Queremos definir el contexto, la forma, el fondo, porque pretendemos desde la legitimidad intelectual entender lo que nos pasa, sobrescribir aquello que queda reflejado en nuestra existencia desde un carácter único y personal.

Son abundantes los intentos que, sobre todo desde las artes, se muestran para exponer ciertas interpretaciones o destellos de realidad. Es por ello por lo que podemos afirmar que la realidad queremos no solamente vivirla, sino también contarla. Y contar nuestra realidad pasa por una reflexión, por un razonamiento, por una interiorización de lo vivido. Pero sobre todo pasa por un lenguaje: el lenguaje del recuerdo.

La nostalgia

Hay quienes afirman que el recuerdo solo te lleva a escapar del presente.

Otros que buscan respuestas del presente solo con respuestas del pasado.

Algunos aseveran que cualquier tiempo pasado fue mejor.

Y otros que pensamos que todo recuerdo, cualquier atisbo de lo ya vivido, interiorizado, solamente puede ser un reflejo de la eternidad, pues lo eterno únicamente podrá serlo cuando dicha eternidad se anhele con ánimo de abrazo inabarcable. Es aquí donde se divisa una peligrosa línea entre querer vivir lo que ya fue y no será más, o querer vivir aquello que fue y que puede seguir siendo. De distinta manera, de distinta forma, incluso diferente en su manera comprensiva, pero que impulse a seguir viviendo como alguna vez se logró vivir.

Nada hay más gratificante que recordar lo que una vez fue en nuestras vidas: un olor, una imagen, un lugar, un paisaje… Ecos que irrumpen en multitud de escenas de una existencia propia. La infancia, la adolescencia, la primera juventud, la edad adulta, todo impregnado de resonancias únicas e interpretadas al son del compás de nuestra vida.

Pues en el recuerdo encontrado, ubicado en la mirada única de rememorar la vida, la nostalgia, siempre hay un refugio, un lugar al que volver, un camino inédito. Para seguir caminando con decisión hacia un devenir inesperado y cargado de nuevos recuerdos, de nuevos olores, de nuevos rostros, de nuevas contemplaciones.

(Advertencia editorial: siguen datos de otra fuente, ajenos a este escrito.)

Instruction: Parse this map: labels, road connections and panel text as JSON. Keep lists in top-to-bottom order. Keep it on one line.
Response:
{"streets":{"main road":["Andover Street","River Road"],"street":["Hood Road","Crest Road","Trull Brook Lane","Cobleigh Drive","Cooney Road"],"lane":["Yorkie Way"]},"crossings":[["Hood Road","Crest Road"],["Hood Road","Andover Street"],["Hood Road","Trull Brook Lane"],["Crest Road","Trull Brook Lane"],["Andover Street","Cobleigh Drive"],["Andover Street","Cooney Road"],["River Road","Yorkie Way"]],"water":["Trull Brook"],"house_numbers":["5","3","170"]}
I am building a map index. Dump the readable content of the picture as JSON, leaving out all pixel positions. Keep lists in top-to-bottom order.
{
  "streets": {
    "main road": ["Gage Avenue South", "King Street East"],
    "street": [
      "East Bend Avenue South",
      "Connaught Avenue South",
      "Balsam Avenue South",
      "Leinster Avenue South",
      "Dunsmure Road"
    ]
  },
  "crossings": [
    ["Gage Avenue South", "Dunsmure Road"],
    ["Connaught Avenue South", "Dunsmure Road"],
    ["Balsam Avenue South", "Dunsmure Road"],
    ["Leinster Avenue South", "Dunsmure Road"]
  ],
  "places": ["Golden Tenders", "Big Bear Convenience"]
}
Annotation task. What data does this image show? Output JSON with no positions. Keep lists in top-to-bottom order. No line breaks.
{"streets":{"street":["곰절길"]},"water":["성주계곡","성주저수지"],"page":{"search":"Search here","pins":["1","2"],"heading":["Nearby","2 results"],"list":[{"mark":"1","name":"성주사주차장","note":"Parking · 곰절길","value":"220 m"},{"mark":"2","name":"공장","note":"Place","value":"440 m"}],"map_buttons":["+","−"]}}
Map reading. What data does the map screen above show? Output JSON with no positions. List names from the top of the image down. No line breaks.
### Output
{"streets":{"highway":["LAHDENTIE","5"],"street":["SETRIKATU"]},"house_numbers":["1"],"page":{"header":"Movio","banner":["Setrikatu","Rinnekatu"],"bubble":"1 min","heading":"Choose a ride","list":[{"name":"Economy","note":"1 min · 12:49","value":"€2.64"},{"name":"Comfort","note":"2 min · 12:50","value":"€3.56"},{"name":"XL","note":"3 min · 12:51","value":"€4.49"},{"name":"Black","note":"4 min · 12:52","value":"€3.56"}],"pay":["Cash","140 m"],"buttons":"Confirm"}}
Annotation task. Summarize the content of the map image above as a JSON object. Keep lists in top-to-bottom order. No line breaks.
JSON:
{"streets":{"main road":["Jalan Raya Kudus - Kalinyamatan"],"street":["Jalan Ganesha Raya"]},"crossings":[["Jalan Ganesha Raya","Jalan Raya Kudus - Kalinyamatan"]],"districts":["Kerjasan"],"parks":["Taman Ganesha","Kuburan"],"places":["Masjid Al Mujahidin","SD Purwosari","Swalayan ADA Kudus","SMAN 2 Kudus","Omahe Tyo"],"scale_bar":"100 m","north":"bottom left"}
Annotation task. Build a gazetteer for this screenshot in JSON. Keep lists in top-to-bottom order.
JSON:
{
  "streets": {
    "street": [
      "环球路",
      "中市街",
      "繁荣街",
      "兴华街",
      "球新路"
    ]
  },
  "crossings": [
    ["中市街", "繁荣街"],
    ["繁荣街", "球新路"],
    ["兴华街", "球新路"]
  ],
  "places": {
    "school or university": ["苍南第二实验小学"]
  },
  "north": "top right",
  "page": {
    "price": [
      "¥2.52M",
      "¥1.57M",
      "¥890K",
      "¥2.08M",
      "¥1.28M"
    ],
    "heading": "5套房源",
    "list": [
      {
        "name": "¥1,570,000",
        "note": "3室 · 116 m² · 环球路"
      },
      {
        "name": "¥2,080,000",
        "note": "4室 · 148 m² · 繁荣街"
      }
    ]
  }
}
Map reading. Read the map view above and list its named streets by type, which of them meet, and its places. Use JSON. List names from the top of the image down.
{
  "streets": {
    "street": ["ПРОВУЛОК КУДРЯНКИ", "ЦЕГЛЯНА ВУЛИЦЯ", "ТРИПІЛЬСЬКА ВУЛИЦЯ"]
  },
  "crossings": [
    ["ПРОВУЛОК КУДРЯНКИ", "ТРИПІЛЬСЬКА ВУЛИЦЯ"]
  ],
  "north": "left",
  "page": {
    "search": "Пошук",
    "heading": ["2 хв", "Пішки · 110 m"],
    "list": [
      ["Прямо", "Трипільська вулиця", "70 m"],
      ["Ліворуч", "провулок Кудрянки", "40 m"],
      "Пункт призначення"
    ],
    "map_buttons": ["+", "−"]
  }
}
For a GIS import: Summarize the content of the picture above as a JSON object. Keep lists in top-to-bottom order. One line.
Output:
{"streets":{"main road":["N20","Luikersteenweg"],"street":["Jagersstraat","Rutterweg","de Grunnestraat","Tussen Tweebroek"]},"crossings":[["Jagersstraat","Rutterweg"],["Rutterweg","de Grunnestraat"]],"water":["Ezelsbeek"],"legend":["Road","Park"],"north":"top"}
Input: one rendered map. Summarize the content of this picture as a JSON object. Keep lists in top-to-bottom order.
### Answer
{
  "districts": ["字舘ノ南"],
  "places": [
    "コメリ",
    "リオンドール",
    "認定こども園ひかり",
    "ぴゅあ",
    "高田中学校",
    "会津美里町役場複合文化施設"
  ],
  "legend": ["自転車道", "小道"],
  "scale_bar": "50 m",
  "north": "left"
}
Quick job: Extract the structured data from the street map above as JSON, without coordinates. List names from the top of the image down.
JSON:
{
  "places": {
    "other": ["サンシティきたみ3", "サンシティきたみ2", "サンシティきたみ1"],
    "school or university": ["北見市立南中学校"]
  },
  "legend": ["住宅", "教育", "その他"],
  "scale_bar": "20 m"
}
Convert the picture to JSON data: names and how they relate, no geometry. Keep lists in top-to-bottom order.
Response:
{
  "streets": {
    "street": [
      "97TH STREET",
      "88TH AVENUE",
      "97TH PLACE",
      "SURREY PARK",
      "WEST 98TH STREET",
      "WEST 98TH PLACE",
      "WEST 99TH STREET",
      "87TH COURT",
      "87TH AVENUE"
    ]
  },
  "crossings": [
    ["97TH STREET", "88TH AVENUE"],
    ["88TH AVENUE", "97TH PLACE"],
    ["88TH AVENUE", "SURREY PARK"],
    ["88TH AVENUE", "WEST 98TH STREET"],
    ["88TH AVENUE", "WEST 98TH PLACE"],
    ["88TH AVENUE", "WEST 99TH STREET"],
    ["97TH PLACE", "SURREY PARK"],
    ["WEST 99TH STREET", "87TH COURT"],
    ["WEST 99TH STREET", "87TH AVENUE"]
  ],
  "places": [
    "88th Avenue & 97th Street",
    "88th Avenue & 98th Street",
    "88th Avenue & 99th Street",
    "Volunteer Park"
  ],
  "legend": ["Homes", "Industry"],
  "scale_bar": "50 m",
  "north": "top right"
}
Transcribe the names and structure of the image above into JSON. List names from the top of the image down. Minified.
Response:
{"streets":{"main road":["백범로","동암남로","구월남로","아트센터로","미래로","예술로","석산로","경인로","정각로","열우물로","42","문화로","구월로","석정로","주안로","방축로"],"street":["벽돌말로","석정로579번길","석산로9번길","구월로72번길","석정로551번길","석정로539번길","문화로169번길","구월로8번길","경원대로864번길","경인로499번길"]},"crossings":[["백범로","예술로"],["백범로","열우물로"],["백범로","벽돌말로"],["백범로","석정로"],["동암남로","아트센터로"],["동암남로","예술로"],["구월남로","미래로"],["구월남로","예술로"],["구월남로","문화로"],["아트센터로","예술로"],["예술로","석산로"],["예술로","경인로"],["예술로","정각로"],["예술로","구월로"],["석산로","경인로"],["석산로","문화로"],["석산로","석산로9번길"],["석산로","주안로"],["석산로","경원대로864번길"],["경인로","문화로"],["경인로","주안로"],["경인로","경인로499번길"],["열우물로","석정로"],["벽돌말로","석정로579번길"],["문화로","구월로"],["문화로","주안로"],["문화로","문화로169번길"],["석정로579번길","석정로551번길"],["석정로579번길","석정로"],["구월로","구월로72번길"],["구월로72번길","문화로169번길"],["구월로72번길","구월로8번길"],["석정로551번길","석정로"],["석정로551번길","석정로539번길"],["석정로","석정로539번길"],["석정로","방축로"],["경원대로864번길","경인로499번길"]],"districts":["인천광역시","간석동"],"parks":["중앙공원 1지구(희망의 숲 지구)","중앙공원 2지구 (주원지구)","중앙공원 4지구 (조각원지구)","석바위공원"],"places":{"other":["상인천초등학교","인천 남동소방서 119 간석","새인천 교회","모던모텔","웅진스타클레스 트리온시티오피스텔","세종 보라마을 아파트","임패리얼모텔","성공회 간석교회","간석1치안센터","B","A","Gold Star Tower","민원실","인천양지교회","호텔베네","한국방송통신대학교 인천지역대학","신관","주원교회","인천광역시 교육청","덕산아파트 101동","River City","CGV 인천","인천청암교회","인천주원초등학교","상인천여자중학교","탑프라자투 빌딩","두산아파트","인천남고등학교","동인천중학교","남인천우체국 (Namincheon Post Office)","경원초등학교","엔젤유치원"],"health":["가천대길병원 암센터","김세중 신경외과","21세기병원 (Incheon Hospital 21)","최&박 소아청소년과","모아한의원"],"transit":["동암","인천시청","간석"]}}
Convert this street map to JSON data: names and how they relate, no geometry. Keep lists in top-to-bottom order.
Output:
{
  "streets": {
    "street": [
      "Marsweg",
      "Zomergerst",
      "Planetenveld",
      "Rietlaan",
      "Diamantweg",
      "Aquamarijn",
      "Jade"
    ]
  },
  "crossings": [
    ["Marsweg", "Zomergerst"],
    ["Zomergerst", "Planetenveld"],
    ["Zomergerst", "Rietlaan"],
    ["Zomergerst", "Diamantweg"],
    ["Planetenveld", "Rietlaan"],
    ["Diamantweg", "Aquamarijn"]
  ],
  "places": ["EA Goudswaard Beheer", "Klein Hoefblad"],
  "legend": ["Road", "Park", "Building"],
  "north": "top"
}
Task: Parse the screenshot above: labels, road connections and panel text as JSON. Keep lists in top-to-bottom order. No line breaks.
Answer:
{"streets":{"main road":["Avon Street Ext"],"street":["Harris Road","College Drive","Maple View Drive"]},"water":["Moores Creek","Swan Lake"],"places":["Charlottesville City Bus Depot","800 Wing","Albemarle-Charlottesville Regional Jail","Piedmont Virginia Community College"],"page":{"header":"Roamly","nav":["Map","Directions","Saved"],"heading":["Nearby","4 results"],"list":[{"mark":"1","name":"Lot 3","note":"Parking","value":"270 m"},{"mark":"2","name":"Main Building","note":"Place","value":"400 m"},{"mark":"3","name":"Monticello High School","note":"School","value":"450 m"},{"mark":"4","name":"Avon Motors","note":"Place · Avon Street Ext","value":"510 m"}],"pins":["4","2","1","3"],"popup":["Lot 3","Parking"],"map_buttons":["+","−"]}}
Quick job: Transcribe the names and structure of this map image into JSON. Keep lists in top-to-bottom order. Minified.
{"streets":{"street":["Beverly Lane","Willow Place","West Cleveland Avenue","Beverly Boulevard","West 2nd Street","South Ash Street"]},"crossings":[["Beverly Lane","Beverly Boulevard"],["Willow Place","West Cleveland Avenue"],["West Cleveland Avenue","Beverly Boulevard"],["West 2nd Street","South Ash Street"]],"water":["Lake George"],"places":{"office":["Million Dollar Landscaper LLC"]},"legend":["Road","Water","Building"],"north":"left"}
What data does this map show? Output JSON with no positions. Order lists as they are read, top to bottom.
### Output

¿Es la nostalgia una sensación impostora?

Lo cotidiano, la vida, se nutre de pequeñas nostalgias ordinarias: el café de la mañana, el reencuentro de las caras conocidas camino del trabajo, el parón de las once, la vuelta a casa, la mirada cómplice de tu mujer, el rostro de tus hijos…

¿Es nuestra vida, por tanto, una nostalgia continua, sin retorno y sin remedio?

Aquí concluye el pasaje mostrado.